The shorter term and baseline PPAs already mark a dramatic departure from the typical risk profile used for traditional renewable energy investments. Fluctuations in the daily catch price and lower than expected production volumes led to cash outflows and losses in markets such as Sweden. The continued high volatility of capture rates makes baseline PPAs more uncertain, requiring new energy risk management approaches.

Market tightening

We believe the total long-term PPA market will languish in absolute numbers. and the availability and pricing of long-term PPAs in many markets will be tested due to the maturity of some markets and the impact of recent turbulence. Even though companies have an advantage at the moment, many PPAs are structured for “sunny weather”, which puts sellers at greater risk.

One possible scenario, however, could extend the life of the PPA market to 10 years. As public services are born intermediaries, the two types of levy could complement each other, as they have already done. Suppose a utility can reduce the risk of its stack and rollover hedging program with a few long-term corporate compensation agreements. In this case, a multiple of offset volumes could be realized in long-term PPA volumes with investors to enable the construction of additional renewables.

Next Generation Utilities

We also expect a series of new renewable energy investment funds to pursue “next generation utility” style models. Short-term PPAs and core structures push investors to upgrade their operating models, with origination teams, portfolio management capabilities and risk management infrastructure. Step back and you will see that these investors are becoming the next generation utilities. Large funds, in particular, are beginning to turn the implicitly given diversification into quantifiable benefits by managing their assets on a portfolio basis.

We plan to launch new large funds in renewable investment capitals such as Hamburg, London and Copenhagen.
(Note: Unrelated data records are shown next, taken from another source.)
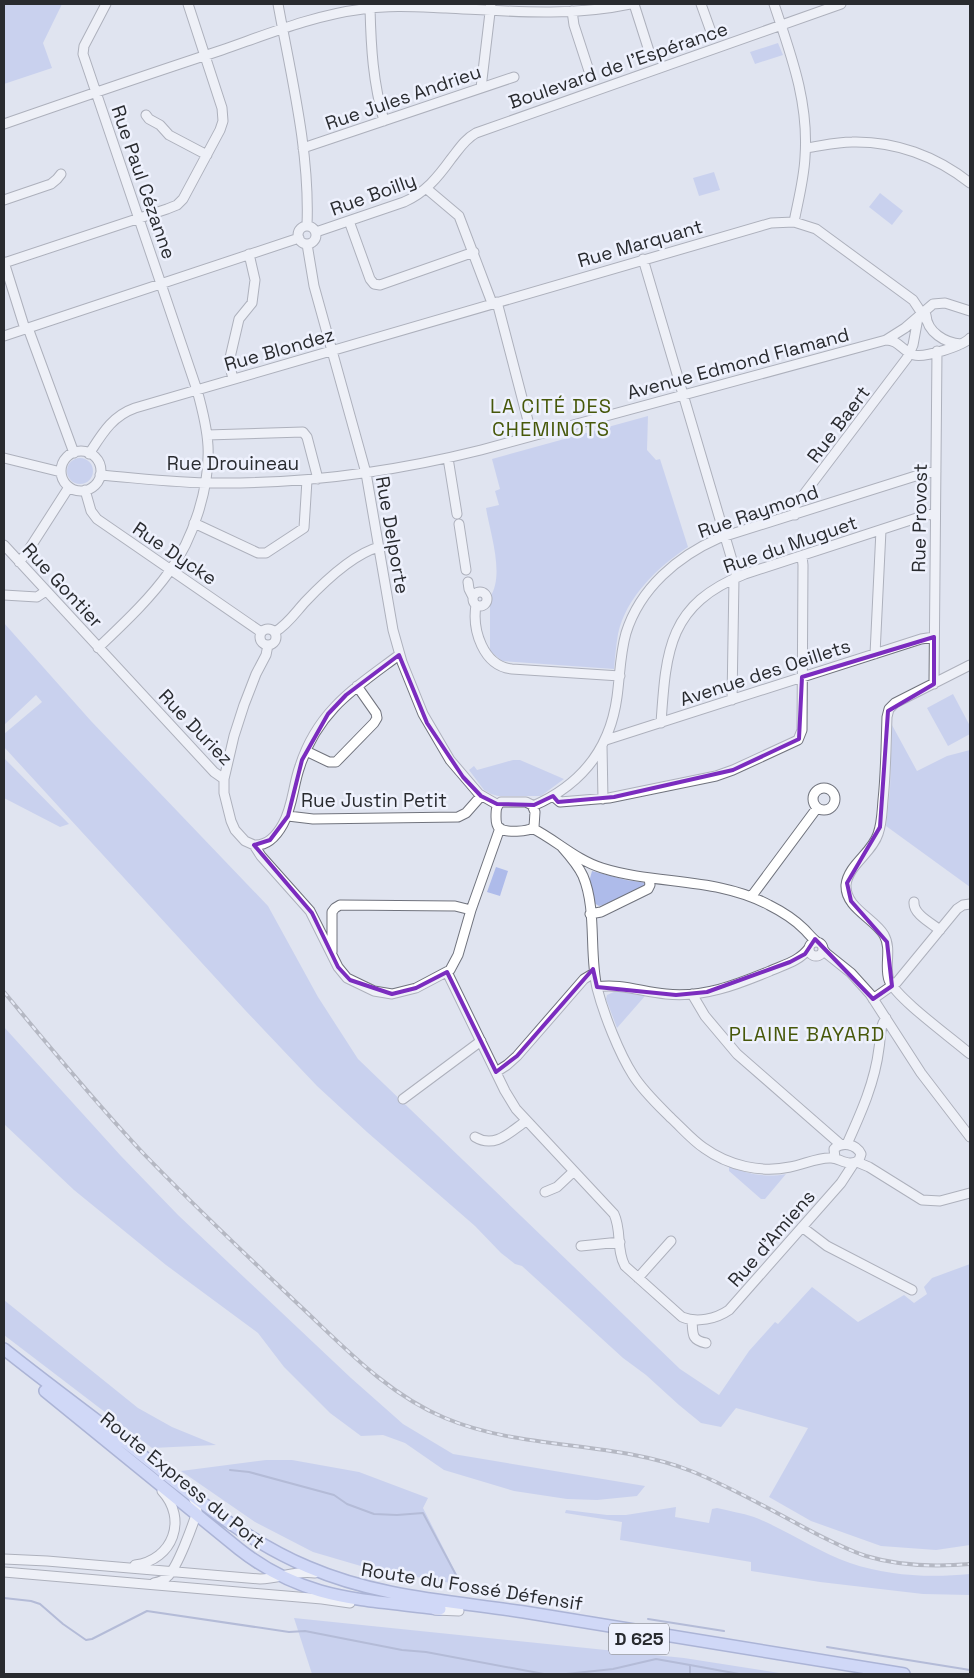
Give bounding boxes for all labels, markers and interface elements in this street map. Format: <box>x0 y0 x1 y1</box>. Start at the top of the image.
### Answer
street label: Boulevard de l'Espérance <box>505 16 731 115</box>
street label: Rue Jules Andrieu <box>322 59 484 136</box>
street label: Rue Paul Cézanne <box>105 102 182 262</box>
street label: Rue Boilly <box>327 167 420 222</box>
street label: Rue Marquant <box>575 214 706 273</box>
street label: Rue Blondez <box>221 322 337 377</box>
street label: Avenue Edmond Flamand <box>624 322 852 405</box>
street label: Rue Baert <box>801 381 876 468</box>
district label: LA CITÉ DES CHEMINOTS <box>490 393 612 442</box>
street label: Rue Drouineau <box>167 451 299 476</box>
street label: Rue Provost <box>906 463 933 573</box>
street label: Rue Delporte <box>370 474 415 596</box>
street label: Rue Raymond <box>695 479 822 544</box>
street label: Rue du Muguet <box>720 510 860 579</box>
street label: Rue Dycke <box>128 516 222 591</box>
street label: Rue Gontier <box>17 538 108 633</box>
street label: Avenue des Oeillets <box>677 633 854 712</box>
street label: Rue Duriez <box>153 684 238 771</box>
street label: Rue Justin Petit <box>301 788 447 813</box>
district label: PLAINE BAYARD <box>729 1021 885 1047</box>
street label: Rue d'Amiens <box>722 1184 820 1292</box>
street label: Route Express du Port <box>95 1406 270 1554</box>
street label: Route du Fossé Défensif <box>359 1557 585 1616</box>
road number: D 625 <box>609 1624 669 1655</box>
These players will bring the risk management skills of a trading house to the table, aiming to achieve higher returns by investing and operating at the portfolio level. We think that in terms of volume, such investments could start to eclipse the classic PPA market in the long run.

Corporate buyer class

When the rules allow it, contracts for the offtake of offshore wind capacity could be concluded with companies outside the category of mega-buyers. Mega-buyers, such as global data center giants – like Amazon, large chemical companies, and consumers planning Power-to-X installations, have gargantuan and growing energy needs.
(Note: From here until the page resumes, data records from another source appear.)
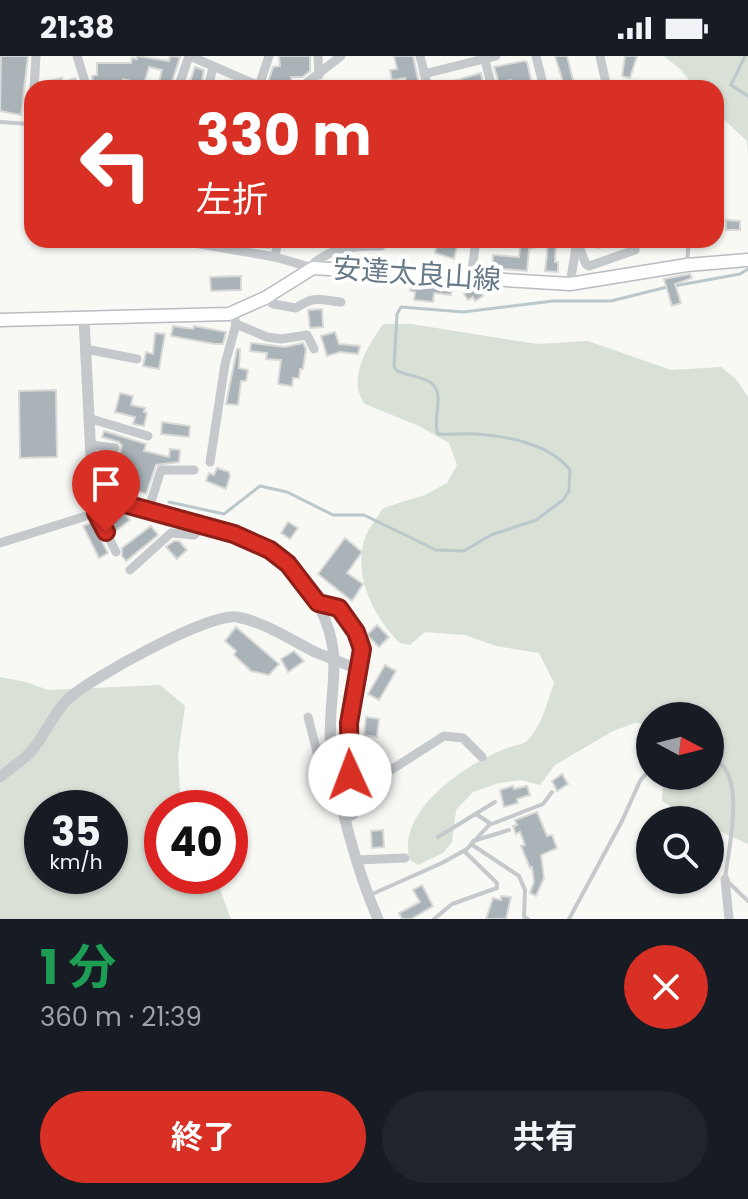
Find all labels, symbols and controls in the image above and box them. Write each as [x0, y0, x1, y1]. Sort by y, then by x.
text: 21:38 [40, 6, 115, 49]
text: 330 m [196, 96, 371, 175]
icon: left [64, 112, 168, 216]
text: 左折 [196, 174, 268, 225]
street label: 安達太良山線 [332, 249, 502, 299]
pin [72, 450, 140, 532]
icon: arrive [84, 462, 128, 506]
north arrow [636, 702, 724, 790]
map controls [636, 702, 724, 894]
position arrow [308, 733, 392, 817]
speed limit sign: 40 [144, 790, 248, 894]
text: 35 [51, 804, 101, 860]
button: search [636, 806, 724, 894]
text: km/h [49, 848, 103, 876]
text: 1 分 [40, 934, 116, 1001]
button: close [624, 945, 708, 1029]
text: 360 m · 21:39 [40, 999, 202, 1035]
button: 終了 [40, 1091, 366, 1183]
button: 共有 [382, 1091, 708, 1183]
Their volume requirements alone lead to the only class of renewable assets capable of generating such volumes, namely offshore wind. Due to competition, equity may also be required to obtain such large volumes. Our basis for this prediction comes from a truly one-of-a-kind deal that took place in 2021, when BASF acquired a 49.5% stake in Vattenfall’s 1.5 GW Hollandse Kust Zuid offshore wind farm in the Netherlands. -Low.

The PPA boom is part of a much broader and far-reaching energy transition. While a few years ago PPAs were just a replacement for feed-in tariffs, the market has rapidly evolved and we are now seeing the outlines of a new model for investing and operating in renewables. emerge from frenetic commercial activity.

The market is maturing, and renewable energy investors and operators will become larger, more diversified across technologies and markets, and masters of energy risk management.